Değerli Milletvekilleri;
Size bir şey anlatacağım ama fıkra değil!
Edirne’deki bir projeden bahsedeceğim.
İktidarın yıllardır “ha bitti ha bitecek” diye oyaladığı hızlı tren
projesi kapsamında bir viyadük inşa edildi. Bu viyadük öyle bir yerde
ki… Edirne’nin merkezindeki iki mahalleyi birbirine bağlıyor. Sosyal
medyada da gündem oldu, belki görmüşsünüzdür. Görmek isteyene…
Viyadükte 2 araç aynı anda, yan yana geçemiyor. Vatandaş
şikayet ediyor. Çözümü Edirne Valimiz Sayın Yunus Sezer buluyor.
Yolun iki kenarındaki yaya yollarından biri iptal ediliyor, yol
genişletme çalışmaları başlatılıyor.
Vali Bey doğru olanı yapmış, vatandaşın derdini çözmüş de…
Şimdi bu kamu zararı değil midir? Valiler, halka hizmet etmek için
sizin yanlışlarınızı düzeltmek görevlileri midir?
Bitmeyen projeler para yutuyor, biten projeler para yutuyor,
sizinki para yutma iktidarı olmuş!
Değerli Milletvekilleri;
Edirne, tarih kenti olmasının yanında tarımsal üretimle de ön
planda olan bir kent. Ne yazık ki iktidarın yanlış ekonomi ve tarım
politikaları, üreticilerimizi bitirdi, mahvetti.
Çiftçilerimiz artık üretimden vazgeçmek üzere.

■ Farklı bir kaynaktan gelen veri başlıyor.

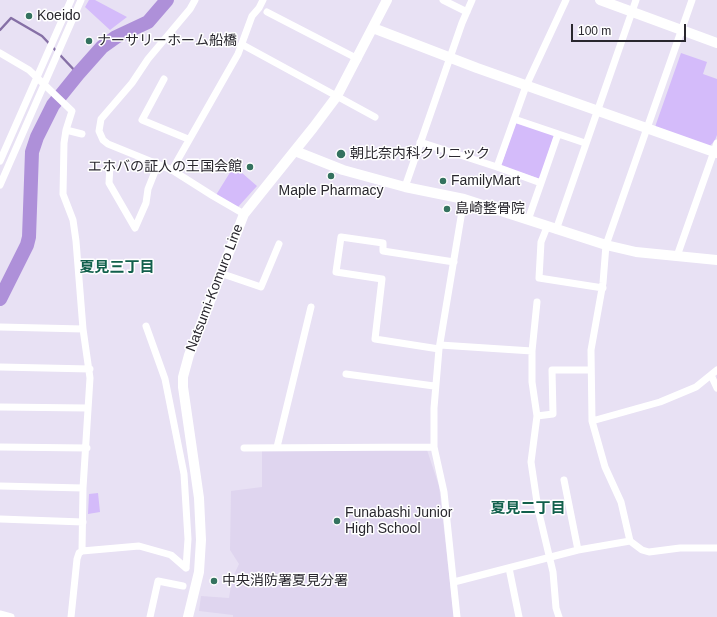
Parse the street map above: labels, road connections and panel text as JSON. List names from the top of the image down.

Her fırsatta vurguluyoruz, milli gelirin en az yüzde 1’ini tarımsal
destek olarak vermek zorundasınız ancak vermiyorsunuz! Resmen
yasayı uygulamıyorsunuz.
Yaptığınız kelime oyunları ile güya destek veriyormuş gibi
yapıyorsunuz.
Bir haberden bahsetmek istiyorum. Türkiye’nin küresel haber
ajansı olan Anadolu Ajansı yapmış haberi.
Haberde Hollanda’nın tarım ürünleri ihracatına ilişkin veriler yer
alıyor. Şöyle diyor Anadolu Ajansı: “Hollanda’da çiftçiler kırsal
kalkınmadan sürdürülebilirliğe, teknolojiden araştırmaya kadar çeşitli
alanlarda destekleniyor.”
Ne kadar manidar değil mi Anadolu Ajansı’nın böyle haber
yapması?
Ne yazık ki Anadolu Ajansı bu haberi Türkiye için yapamaz.

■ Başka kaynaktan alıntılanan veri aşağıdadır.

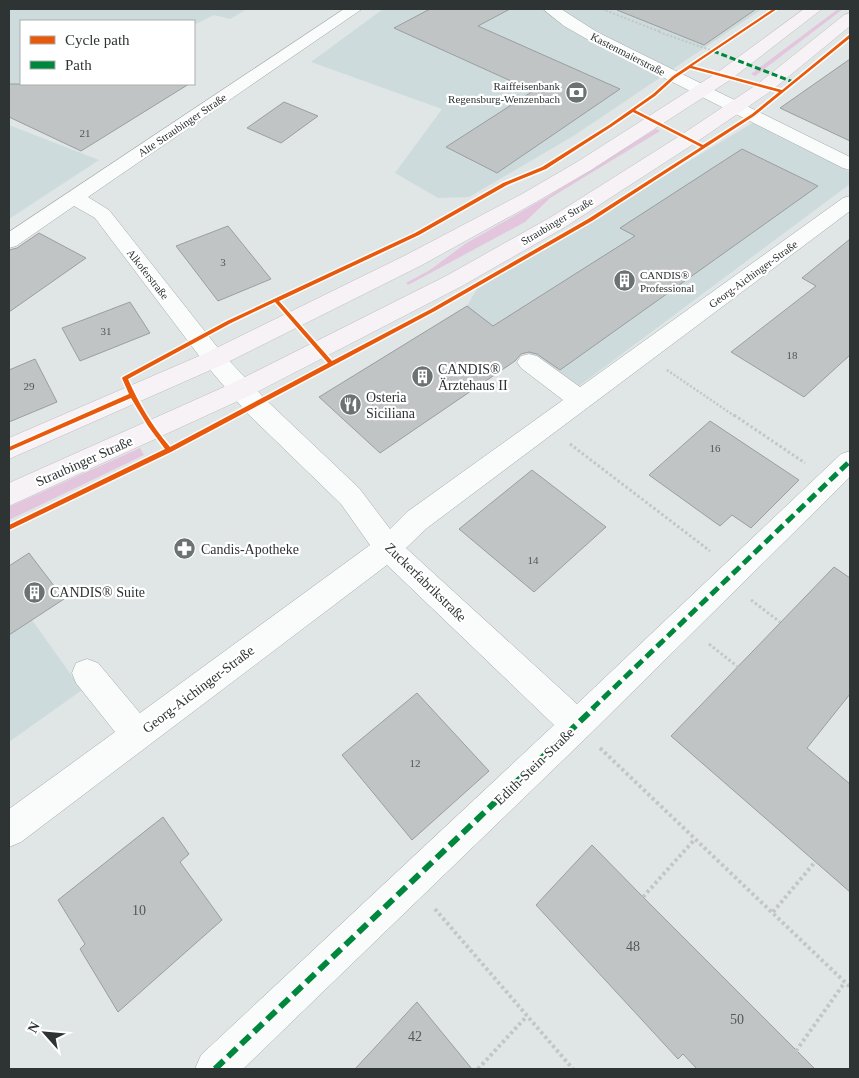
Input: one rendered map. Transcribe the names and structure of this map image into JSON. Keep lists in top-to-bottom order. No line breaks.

Çünkü çiftçilerimiz yeterli destek almıyor. Bu yüzden Anadolu Ajansı,
Türk çiftçisini esnafını değil, Hollanda çiftçisini, Japon esnafını
haberleştiriyor.
Yine Anadolu Ajansı’nın haberinden okuyoruz; Hollanda’nın
tarım ürünleri ihracatı 2023’te tam 135 milyar Euro’yu bulmuş;
topraklarının yarısından fazlasını tarımda kullanıyorlarmış. Hollanda
dünyada yenilikçi yaklaşımlara öncülük ediyormuş!

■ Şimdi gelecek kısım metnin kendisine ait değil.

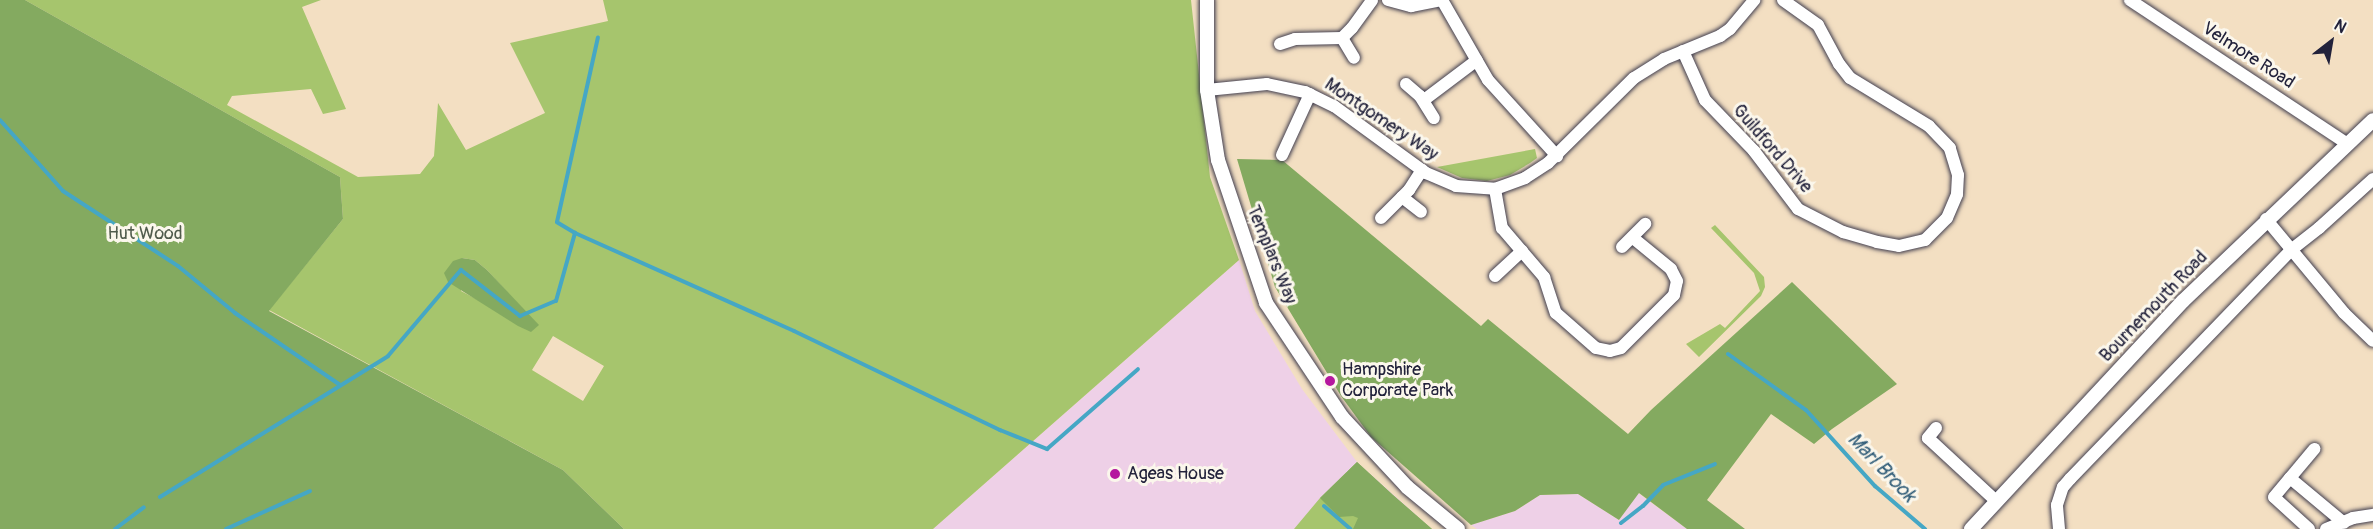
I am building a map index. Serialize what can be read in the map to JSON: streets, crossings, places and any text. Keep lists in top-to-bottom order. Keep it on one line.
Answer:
{"streets":{"street":["Velmore Road","Montgomery Way","Guildford Drive","Templars Way","Bournemouth Road"]},"crossings":[["Velmore Road","Bournemouth Road"],["Montgomery Way","Guildford Drive"],["Montgomery Way","Templars Way"]],"water":["Marl Brook"],"parks":["Hut Wood"],"places":["Hampshire Corporate Park","Ageas House"],"north":"top right"}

Bu haberi, başta Tarım ve Orman Bakanımız olmak üzere tüm
yetkililere göndermek istiyorum. Belki bu haberi okuyup biraz
utanırlar.
Ülkemizin büyüklüğü, Hollanda’nın neredeyse 20 katı.
Hollanda’nın ihracatı da bizim 4 katımız.
Anadolu Ajansı, Hollanda’yı öve öve bitiremiyor ama mevcut
durumumuzla ilgili tek bir tespitte bulunamıyor.
Gerçekten içler acısı!
Değerli Milletvekilleri;
Son günlerde bir “silkeleme” söylemi aldı başını gidiyor.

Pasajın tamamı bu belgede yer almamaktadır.